Der Künstler betonte ausdrücklich, dass die Chinesen nicht als
Ausstellungsobjekte anzusehen seien. Vielmehr gilt es zu untersuchen,
inwiefern sich ein sozialer Raum verändert und inwieweit sich Menschen, die
ihr kleines Heimatdorf zuvor noch nie verlassen hatten, auf dieses
gigantische Kunstereignis einzulassen vermögen.
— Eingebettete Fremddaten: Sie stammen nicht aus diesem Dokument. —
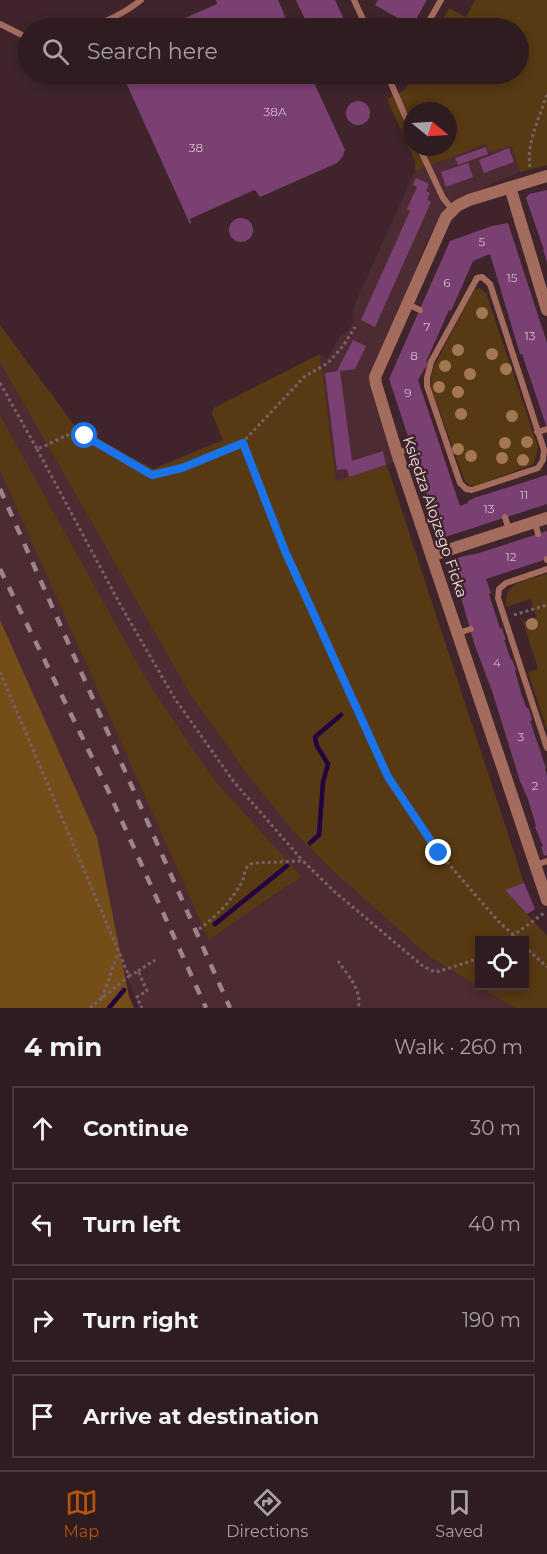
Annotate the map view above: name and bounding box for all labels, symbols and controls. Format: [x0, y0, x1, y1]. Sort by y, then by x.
search box [18, 18, 529, 84]
icon: search [39, 35, 72, 68]
text: Search here [87, 38, 218, 65]
north arrow [403, 102, 457, 156]
house number: 38A [264, 104, 287, 119]
house number: 38 [189, 140, 204, 155]
house number: 5 [479, 234, 486, 249]
house number: 15 [506, 270, 518, 285]
house number: 6 [443, 275, 451, 290]
house number: 7 [423, 319, 431, 334]
house number: 13 [524, 328, 536, 343]
house number: 8 [410, 348, 418, 363]
house number: 9 [404, 385, 412, 400]
route start [71, 422, 97, 448]
street label: Księdza Alojzego Ficka [399, 434, 472, 600]
house number: 11 [520, 487, 528, 502]
house number: 13 [483, 501, 495, 516]
house number: 12 [505, 549, 517, 564]
house number: 4 [493, 655, 501, 670]
house number: 3 [518, 729, 525, 744]
house number: 2 [532, 778, 539, 793]
route end [425, 839, 451, 865]
map controls [475, 936, 529, 990]
button: locate [475, 936, 529, 990]
text: 4 min [24, 1031, 102, 1063]
text: Walk · 260 m [394, 1035, 523, 1059]
icon: ahead [26, 1112, 59, 1145]
text: Continue [83, 1115, 189, 1142]
text: 30 m [470, 1116, 521, 1140]
icon: left [26, 1208, 59, 1241]
text: Turn left [83, 1211, 181, 1238]
text: 40 m [468, 1212, 521, 1236]
icon: right [26, 1304, 59, 1337]
text: Turn right [83, 1307, 198, 1334]
text: 190 m [462, 1308, 521, 1332]
icon: arrive [26, 1400, 59, 1433]
text: Arrive at destination [83, 1403, 319, 1430]
tab: Map [64, 1486, 99, 1541]
tab: Directions [226, 1486, 308, 1541]
tab: Saved [435, 1486, 483, 1541]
Neben Ai Weiwei sind auf der
Documenta weitere 132 namhafte Künstlerinnen und Künstler vertreten, die
alle auf ihre eigene Art und Weise zur imposanten Mannigfaltigkeit dieser
Ausstellung beitragen und der diesjährigen Documenta ihren ganz eigenen,
individuellen Schliff verpassen.
Rund 200 Kilometer weiter, in Richtung Nord-West, zeigt eine kleine
Ausstellung, dass es auch ganz anders geht. Vom 17. Juni bis 30. September
2007 findet zum vierten Mal die Ausstellung „Skulptur Projekte" statt.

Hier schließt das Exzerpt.